Extract Embedded Images from PDFs in Linux

Extracting Embedded Images from PDFs in Linux is a task that can be accomplished using various command-line tools. Linux provides several tools that can extract images from PDF files, but the best tool for the job is poppler-utils, which contains pdfimages, pdftoppm, and pdfgrep.

Here are some key differences between these three tools:

  • pdfimages extract all images from a PDF file and save them in PNG, JPEG, and PBM formats.
  • pdftoppm can convert PDF files to various image formats, including PNG, JPEG, and PPM.
  • pdfgrep is a powerful tool for searching for text and extracting images from PDF files.

Using poppler-utils, you can access all three tools, which provides a convenient way to extract images from PDF files in Linux.

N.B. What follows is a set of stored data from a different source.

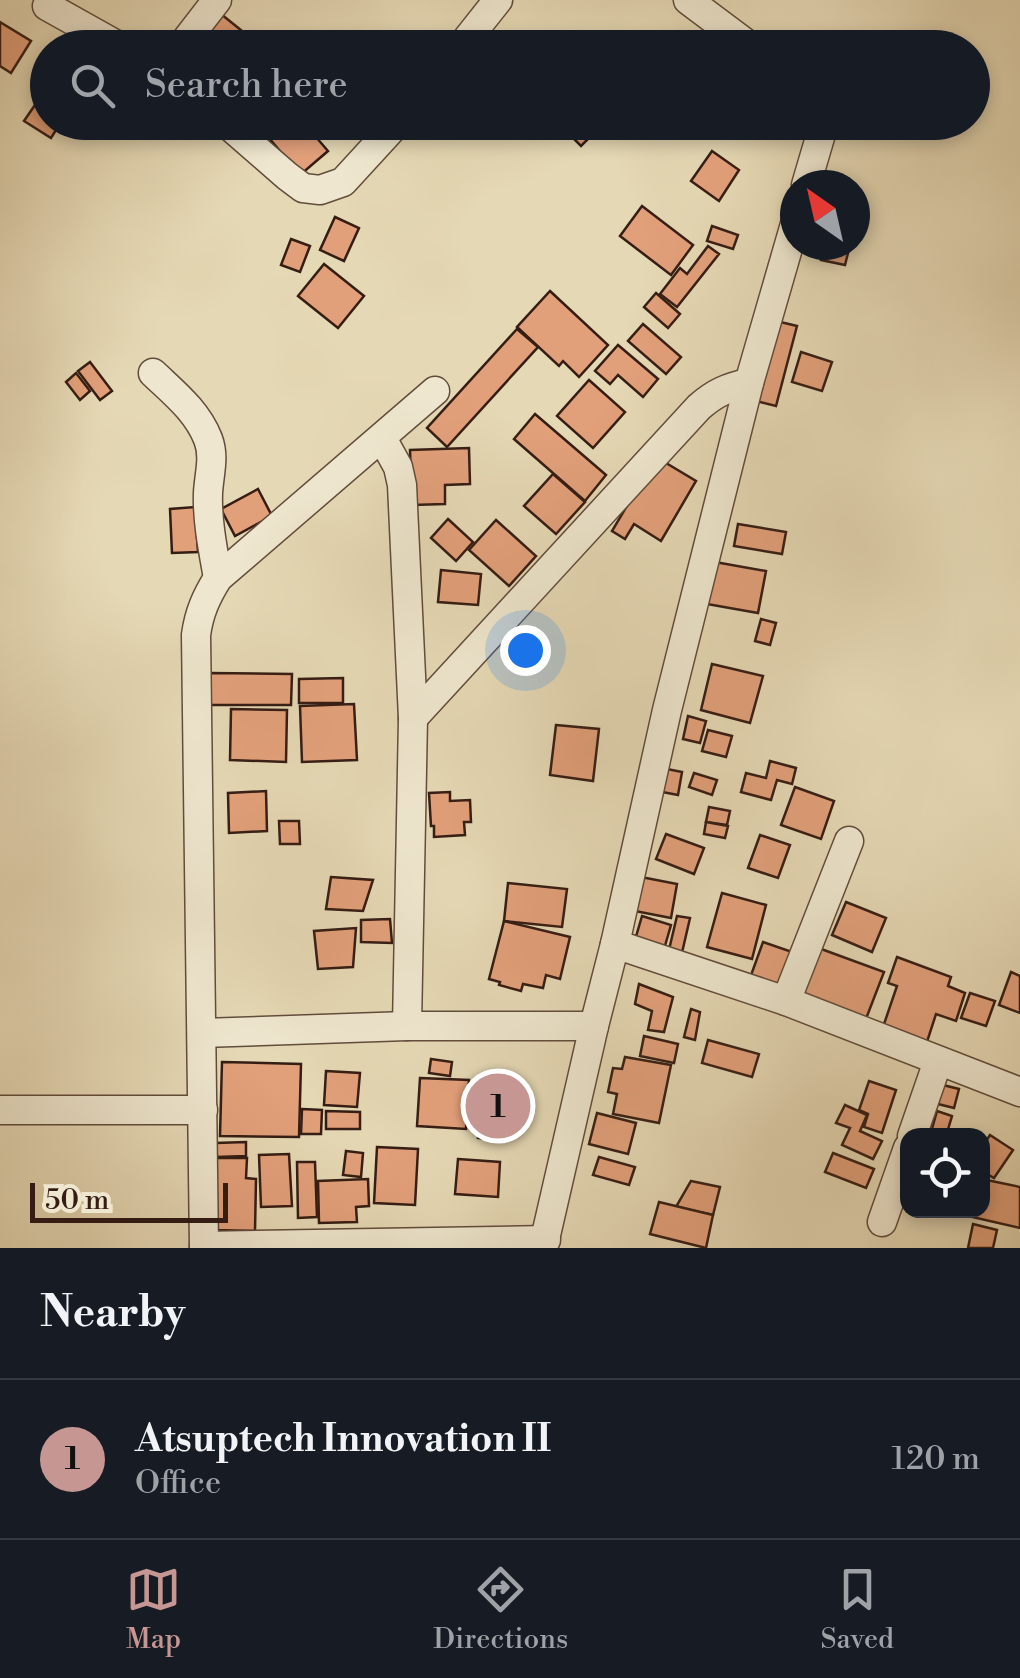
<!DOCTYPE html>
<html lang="en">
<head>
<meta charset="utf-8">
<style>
	body { margin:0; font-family:"Libre Bodoni",serif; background:#242831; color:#f1f3f6 }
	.controls { position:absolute; right:30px; bottom:30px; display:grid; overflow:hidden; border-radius:20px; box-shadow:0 5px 15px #0003 }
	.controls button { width:90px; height:90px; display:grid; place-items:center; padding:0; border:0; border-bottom:2px solid #363941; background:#171b24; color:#f1f3f6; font:50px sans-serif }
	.compass { position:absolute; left:780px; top:170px; width:90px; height:90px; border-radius:50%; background:#171b24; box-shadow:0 5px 15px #0003; rotate:326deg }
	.scale { position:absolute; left:30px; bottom:25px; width:198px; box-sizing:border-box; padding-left:10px; border:5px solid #361d14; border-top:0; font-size:28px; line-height:35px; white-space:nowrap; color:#361d14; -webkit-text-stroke:8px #eee6ce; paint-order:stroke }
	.you { position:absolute; left:525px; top:650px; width:35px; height:35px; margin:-25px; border:8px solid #fff; border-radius:50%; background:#1a73e8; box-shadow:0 0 0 15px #1a73e833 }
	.badge { display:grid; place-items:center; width:65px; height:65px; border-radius:50%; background:#c59692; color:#111; font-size:32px; font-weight:700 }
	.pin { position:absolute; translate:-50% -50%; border:5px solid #fff; box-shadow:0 2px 10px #0006 }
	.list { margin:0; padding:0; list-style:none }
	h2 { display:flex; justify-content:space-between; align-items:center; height:130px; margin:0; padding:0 40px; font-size:42px }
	h2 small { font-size:32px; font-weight:400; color:#9ea1a6 }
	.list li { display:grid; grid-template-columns:65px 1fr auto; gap:30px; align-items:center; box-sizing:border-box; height:160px; padding:0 40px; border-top:2px solid #363941 }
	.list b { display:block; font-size:38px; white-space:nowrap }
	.list p { margin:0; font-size:32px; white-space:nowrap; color:#9ea1a6 }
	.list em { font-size:32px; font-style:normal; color:#9ea1a6 }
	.icon { flex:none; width:55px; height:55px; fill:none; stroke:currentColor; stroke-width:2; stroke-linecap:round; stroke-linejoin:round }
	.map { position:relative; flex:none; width:1020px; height:1248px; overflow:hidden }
	.search { position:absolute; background:#171b24; box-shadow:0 5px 15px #0003; left:30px; right:30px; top:30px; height:110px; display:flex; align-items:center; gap:25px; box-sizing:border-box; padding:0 35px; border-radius:55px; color:#9ea1a6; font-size:38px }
	.sheet { height:290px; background:#171b24 }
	nav { display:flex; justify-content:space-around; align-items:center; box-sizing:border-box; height:140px; border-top:2px solid #363941; background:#171b24; font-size:28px; color:#9ea1a6 }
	nav a { display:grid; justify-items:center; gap:5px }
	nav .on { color:#c59692 }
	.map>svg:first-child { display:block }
	.building { fill:#e2a07a; stroke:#361d14; stroke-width:2.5 }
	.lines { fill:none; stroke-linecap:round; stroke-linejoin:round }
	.minor-casing { stroke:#624c3c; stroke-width:31 }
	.minor { stroke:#eee6ce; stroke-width:28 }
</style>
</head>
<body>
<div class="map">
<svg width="1020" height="1248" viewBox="0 0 1020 1248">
	<rect width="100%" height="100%" fill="#e5d8b4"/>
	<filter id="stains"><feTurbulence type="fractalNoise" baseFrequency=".002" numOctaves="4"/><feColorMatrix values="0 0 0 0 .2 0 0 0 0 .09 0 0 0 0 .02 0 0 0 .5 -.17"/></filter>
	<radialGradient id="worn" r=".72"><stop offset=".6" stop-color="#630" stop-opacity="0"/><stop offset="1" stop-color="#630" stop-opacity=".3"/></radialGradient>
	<!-- building -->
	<g class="building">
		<polygon points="216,10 247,35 237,48 212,48 196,34"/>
		<polygon points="0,22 31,41 11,73 0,66"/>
		<polygon points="48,86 48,122 61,122 51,138 24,121"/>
		<polygon points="287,122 303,122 328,151 300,175 269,138"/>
		<polygon points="557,122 591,122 598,129 581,146"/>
		<polygon points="712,151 739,170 719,201 691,181"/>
		<polygon points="642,206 693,245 671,275 620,236"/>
		<polygon points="335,217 359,228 344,261 320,250"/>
		<polygon points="712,226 738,235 733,249 707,241"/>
		<polygon points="291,239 310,246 300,272 281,265"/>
		<polygon points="825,245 850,245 845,265 821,260"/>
		<polygon points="708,246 719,254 677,307 660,294 680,268 687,274"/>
		<polygon points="324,264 364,296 338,328 298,296"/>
		<polygon points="550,291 608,345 579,377 563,361 559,366 517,327"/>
		<polygon points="656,293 680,314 668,328 644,307"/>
		<polygon points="772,320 797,326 776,406 752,400"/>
		<polygon points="643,324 681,357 666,374 628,341"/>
		<polygon points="517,329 538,347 447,447 427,428"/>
		<polygon points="618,345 658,379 643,397 618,375 610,384 595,371"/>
		<polygon points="801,352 832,362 822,391 792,382"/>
		<polygon points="90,362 112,391 100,400 78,371"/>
		<polygon points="76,373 90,391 80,400 66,382"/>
		<polygon points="589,380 625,412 593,448 557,416"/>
		<polygon points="535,414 606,475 585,501 514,439"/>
		<polygon points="469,448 470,484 445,485 445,504 412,505 410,450"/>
		<polygon points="656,457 696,481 661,541 634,524 625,539 612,531"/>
		<polygon points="553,474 585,502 556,534 524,506"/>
		<polygon points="258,489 272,516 235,536 221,509"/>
		<polygon points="195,507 198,552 172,553 170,509"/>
		<polygon points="448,519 473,542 456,561 431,538"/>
		<polygon points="496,520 536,556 509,586 469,550"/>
		<polygon points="738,524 786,532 782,554 734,546"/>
		<polygon points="715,562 766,571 758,613 707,604"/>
		<polygon points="441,570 481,574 478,605 438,602"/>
		<polygon points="761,619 776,623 770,645 755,641"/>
		<polygon points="712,664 763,676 750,723 701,710"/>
		<polygon points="210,673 292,674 291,705 210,705"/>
		<polygon points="343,678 343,703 299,703 299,679"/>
		<polygon points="354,704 357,760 302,762 300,706"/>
		<polygon points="231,709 287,710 286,762 230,760"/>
		<polygon points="688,716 706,721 700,743 683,739"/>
		<polygon points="556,725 599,729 593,781 550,775"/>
		<polygon points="708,730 732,736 726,757 702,751"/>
		<polygon points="770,761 796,768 792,784 777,780 771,800 741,792 746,773 766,778"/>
		<polygon points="657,767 682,772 678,795 652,790"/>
		<polygon points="694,773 717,780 712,795 689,787"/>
		<polygon points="795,787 834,801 821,839 781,825"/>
		<polygon points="266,791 267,831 229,833 228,793"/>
		<polygon points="450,792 450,801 470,800 471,822 464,822 465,835 434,837 434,826 431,826 429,793"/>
		<polygon points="709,807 730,811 727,825 706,822"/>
		<polygon points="279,821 299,821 300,844 280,844"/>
		<polygon points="706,822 728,826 725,838 704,834"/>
		<polygon points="666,834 704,848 694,874 656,859"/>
		<polygon points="760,835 790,845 778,878 748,868"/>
		<polygon points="331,877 373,880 363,911 326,909"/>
		<polygon points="641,877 677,884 671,918 635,911"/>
		<polygon points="508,883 567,889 562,927 504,921"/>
		<polygon points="722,893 766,905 752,959 707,947"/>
		<polygon points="846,902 886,918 872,952 832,935"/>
		<polygon points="642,916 671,925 662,956 633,947"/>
		<polygon points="677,916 690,918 681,957 668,954"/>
		<polygon points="390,919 392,943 361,942 361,920"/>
		<polygon points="504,921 570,937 560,979 546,975 543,988 523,984 521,991 499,985 500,982 489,979"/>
		<polygon points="356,928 353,967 318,969 314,931"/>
		<polygon points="763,942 795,953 782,989 750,978"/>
		<polygon points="813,946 884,972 864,1024 793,997"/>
		<polygon points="897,957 951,977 948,986 965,993 956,1021 936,1014 926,1045 882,1030 897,986 888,983"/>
		<polygon points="1011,972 1020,976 1020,1013 999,1005"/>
		<polygon points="639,984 673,997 664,1032 648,1030 652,1011 635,1004"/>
		<polygon points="970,993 995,1001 986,1026 961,1018"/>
		<polygon points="691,1009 700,1012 695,1040 684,1037"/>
		<polygon points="644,1036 678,1044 674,1063 640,1056"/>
		<polygon points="708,1040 759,1054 752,1077 702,1063"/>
		<polygon points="625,1057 671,1065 659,1123 613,1114 617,1094 608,1092 613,1068 622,1069"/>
		<polygon points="431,1059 452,1062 450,1076 429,1073"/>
		<polygon points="222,1062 301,1064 299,1137 220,1136"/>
		<polygon points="326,1071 360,1073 357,1107 324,1105"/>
		<polygon points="486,1075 514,1078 512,1098 518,1099 516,1121 508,1120 506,1141 478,1138"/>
		<polygon points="420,1078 469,1080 466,1129 417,1126"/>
		<polygon points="869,1081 896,1090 882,1133 864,1127 868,1114 859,1110"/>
		<polygon points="943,1085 959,1089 954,1108 938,1104"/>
		<polygon points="845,1105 867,1115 860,1131 882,1141 873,1159 842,1145 850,1128 836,1123"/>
		<polygon points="302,1109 322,1110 321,1134 301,1134"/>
		<polygon points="326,1111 360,1112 360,1129 326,1129"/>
		<polygon points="937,1111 952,1116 946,1136 930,1136"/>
		<polygon points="597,1113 636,1123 628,1154 589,1144"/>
		<polygon points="990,1135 1013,1150 994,1178 982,1171 982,1147"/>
		<polygon points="246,1142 246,1156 217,1157 216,1143"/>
		<polygon points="377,1147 418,1149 415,1205 374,1203"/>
		<polygon points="346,1151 363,1153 361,1177 343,1175"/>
		<polygon points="833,1153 874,1169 866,1188 825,1172"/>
		<polygon points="289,1154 292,1206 261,1207 259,1155"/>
		<polygon points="599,1157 635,1167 629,1185 593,1175"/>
		<polygon points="215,1158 247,1158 246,1178 256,1179 255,1231 214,1230"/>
		<polygon points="458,1159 500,1162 498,1197 455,1194"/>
		<polygon points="297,1162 315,1162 317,1217 298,1218"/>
		<polygon points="368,1179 369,1206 356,1207 357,1222 319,1223 318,1181"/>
		<polygon points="982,1179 1020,1187 1020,1228 942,1210 982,1210"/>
		<polygon points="691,1181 720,1187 713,1215 676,1207"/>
		<polygon points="659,1202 713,1215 706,1248 650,1234"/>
		<polygon points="973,1224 997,1230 993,1248 968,1248"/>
	</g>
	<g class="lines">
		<!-- minor casing -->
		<g class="minor-casing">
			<g id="minor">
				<polyline points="688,0 752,48"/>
				<polyline points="47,6 122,48"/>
				<polyline points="180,48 217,0"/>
				<polyline points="460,48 498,0"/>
				<polyline points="225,122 287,176 303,188 320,190 343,182 398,122"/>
				<polyline points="806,185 821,134 819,122"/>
				<path d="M153,373C174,393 197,411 208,439C215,457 209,474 208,493C207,521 213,550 218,578"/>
				<polyline points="382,438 398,467 402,485 413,718 407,1026"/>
				<path d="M413,718L699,407C715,393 728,387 749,383"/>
				<polyline points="615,944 786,1001 1020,1092"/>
				<polyline points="786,1001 849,841"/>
				<polyline points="202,1033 407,1026 594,1026"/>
				<polyline points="0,1110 203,1110"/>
				<polyline points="912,1136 938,1061"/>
				<polyline points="882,1222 908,1148"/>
				<polyline points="204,1246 546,1240"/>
				<path d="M204,1248L196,635C199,613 206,597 218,578L435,391"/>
				<polyline points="543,1248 594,1026 615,944 667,710 749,383 795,224"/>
			</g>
		</g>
		<!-- minor -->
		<use href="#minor" class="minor"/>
	</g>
	<rect width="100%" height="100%" filter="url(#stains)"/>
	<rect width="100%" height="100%" fill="url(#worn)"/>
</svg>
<div class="controls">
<button><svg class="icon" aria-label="locate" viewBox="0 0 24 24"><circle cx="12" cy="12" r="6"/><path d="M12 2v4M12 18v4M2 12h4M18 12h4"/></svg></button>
</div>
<svg class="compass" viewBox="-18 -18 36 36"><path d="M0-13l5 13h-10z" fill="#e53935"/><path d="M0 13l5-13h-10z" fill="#9ea1a6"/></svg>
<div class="scale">50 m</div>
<div class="you"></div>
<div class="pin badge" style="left:498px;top:1106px">1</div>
<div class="search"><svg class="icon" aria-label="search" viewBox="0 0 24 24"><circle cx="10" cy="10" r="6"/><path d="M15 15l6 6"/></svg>Search here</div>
</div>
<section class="sheet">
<h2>Nearby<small></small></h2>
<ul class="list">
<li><span class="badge">1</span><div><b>Atsuptech Innovation II</b><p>Office</p></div><em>120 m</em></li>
</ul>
</section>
<nav>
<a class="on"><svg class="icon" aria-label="map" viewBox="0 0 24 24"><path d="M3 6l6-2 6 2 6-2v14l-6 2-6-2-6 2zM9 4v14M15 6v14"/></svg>Map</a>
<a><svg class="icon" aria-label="directions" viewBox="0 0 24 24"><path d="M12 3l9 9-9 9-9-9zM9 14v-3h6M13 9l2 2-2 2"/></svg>Directions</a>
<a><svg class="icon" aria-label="saved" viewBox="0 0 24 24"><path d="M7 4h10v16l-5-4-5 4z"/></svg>Saved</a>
</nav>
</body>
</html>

The guide will demonstrate how to extract embedded PDF images using the Poppler various tools. This guide will cover the installation of the required tools and how to use them to extract images from PDF files. By the end of this guide, you will clearly understand how to use these tools to extract images from PDF files on Linux.

Install Poppler-Utils

Before starting, you may need to install some of the required tools. Some Linux distributions come with pre-installed tools; if not, you can install them using your package manager. Below are some of the most commonly used Linux distributions and their commands to install poppler-utils:

Debian/Ubuntu based

sudo apt-get install poppler-utils

Fedora/RHEL based

sudo dnf install poppler-utils

Gentoo

sudo emerge --ask poppler-utils

openSUSE

sudo zypper install poppler-tools

Arch based

sudo pacman -S poppler

Alpine Linux

sudo apk add poppler-utils

Note that the package names may differ slightly depending on your Linux distribution and version. If you encounter any issues with the installation, you can refer to your distribution package management documentation for more information.

Method 1: pdfimages

pdfimages is a command-line tool that is part of the poppler-utils package. It can extract images from PDF files and save them in various formats, including JPEG, PNG, and PBM. To extract all images from a PDF file using pdfimages, run the following command:

pdfimages -all input.pdf output_prefix

This command extracts all images from the input PDF file and saves them as separate files with names starting with the output_prefix. For example, if the output_prefix is set to “image”, the output files will be named “image-000.png”, “image-001.png”, and so on.

You can also use pdfimages to extract images from a specific page range of the PDF file. For example, to extract images from pages 5 to 10, run the following command:

pdfimages -f 5 -l 10 input.pdf output_prefix

Method 2: pdftoppm

pdftoppm is another command-line tool that can extract images from PDF files. It is part of the poppler-utils package and can convert PDF files to various image formats, including PNG, JPEG, and PPM. To extract images from a PDF file using pdftoppm, run the following command:

pdftoppm -png input.pdf output_prefix

This command converts each page of the input PDF file to a PNG image and saves it as a separate file with the specified prefix. You can also use pdftoppm to extract images from a specific page range of the PDF file. For example, to extract images from pages 5 to 10, run the following command:

pdftoppm -png -f 5 -l 10 input.pdf output_prefix

Method 3: Using pdfgrep

pdfgrep is a powerful tool that can search for text in PDF files but can also be used to extract images. To extract images from a PDF file using pdfgrep, run the following command:

pdfgrep --stream --no-filename '<< /Type /XObject /Subtype /Image' input.pdf | awk '{print $1}' | xargs -L1 pdfdetach -saveall -output output_prefix

This command uses pdfgrep to search for all XObject Image objects in the input PDF file and outputs their object numbers. These object numbers are then passed to pdfdetach, which extracts each object to a separate file with the specified prefix.

Conclusion

Extracting images from PDF files in Linux is a straightforward process that can be accomplished with a few command-line tools. The choice of tool will depend on your specific needs and preferences. pdfimages, pdftoppm, and pdfgrep are just a few tools available to extract images from PDF files. With these tools, you can easily extract images from PDF files and use them in your projects.